Re: [Valgrind-users] binary debugging and generate source of which that running

John Reiser Fri, 08 Jul 2011 08:20:31 -0700

On 07/08/2011 05:45 AM, Josef Weidendorfer wrote:
> On Thursday 07 July 2011, John Reiser wrote:
>>> valgrind --tool=callgrind --ct-verbose=1 ...
>>
>> When I run callgrind and callgrind_annotate, then I don't understand
>> the output.  For instance, the connection between "73" and the number
>> of actual dynamic calls to exit() is mysterious to me:
>> =====
>> $ valgrind --tool=callgrind /bin/date
>> ==3790== Using Valgrind-3.6.0 and LibVEX; rerun with -h for copyright info
>> $ callgrind_annotate callgrind.out*
>>     Ir  file:function
>>     73  /usr/src/debug/glibc-2.13/stdlib/exit.c:exit [/lib64/libc-2.13.so]
> 
> The default for callgrind_annotate is to show self cost of the functions
> for the given event types collected.
> Thus, the "73" in the "Ir" column is the number of executed client instruction
> inside of exit. It has nothing to do with the number of calls to exit.

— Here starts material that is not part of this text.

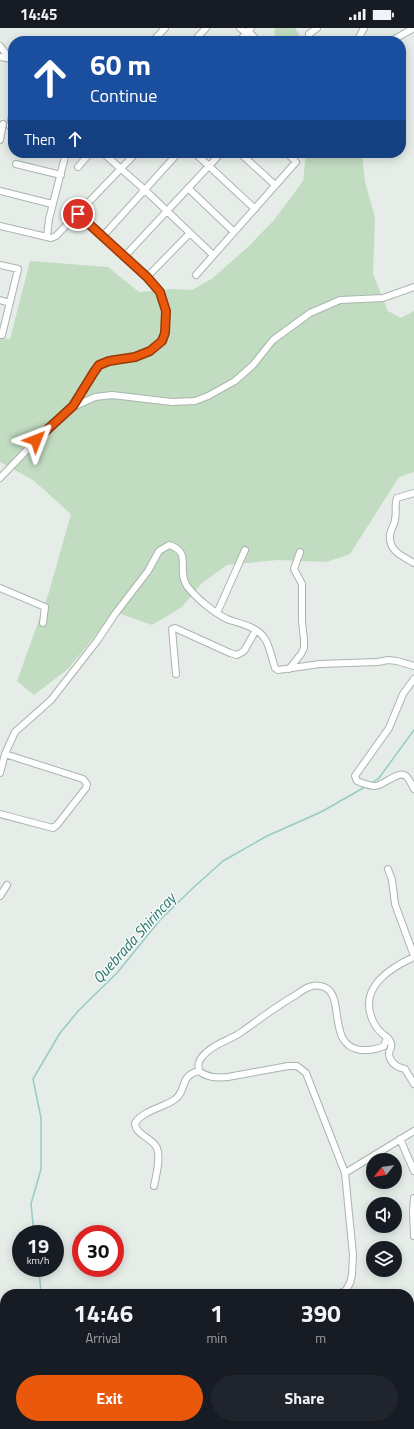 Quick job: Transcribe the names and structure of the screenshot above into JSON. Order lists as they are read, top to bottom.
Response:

What I see is an instance of EPIC FAIL for Usability.  The legend paragraph
at the beginning of the output does not define "Ir", the output displayed
by the command-line parameter "--help" does not define "Ir", and the default
output of a tool whose name begins with "call" has nothing to do with
the number of calls to each subroutine.

The legend paragraph contains these instances of "Ir":
   Events recorded:  Ir
   Events shown:     Ir
   Event sort order: Ir
The output of "callgrind_annotate --help" does not contain "Ir".
The MINIMUM I expect is for BOTH places to contain an additional annotation
such as "Possible events:  Ir (Instruction Read)".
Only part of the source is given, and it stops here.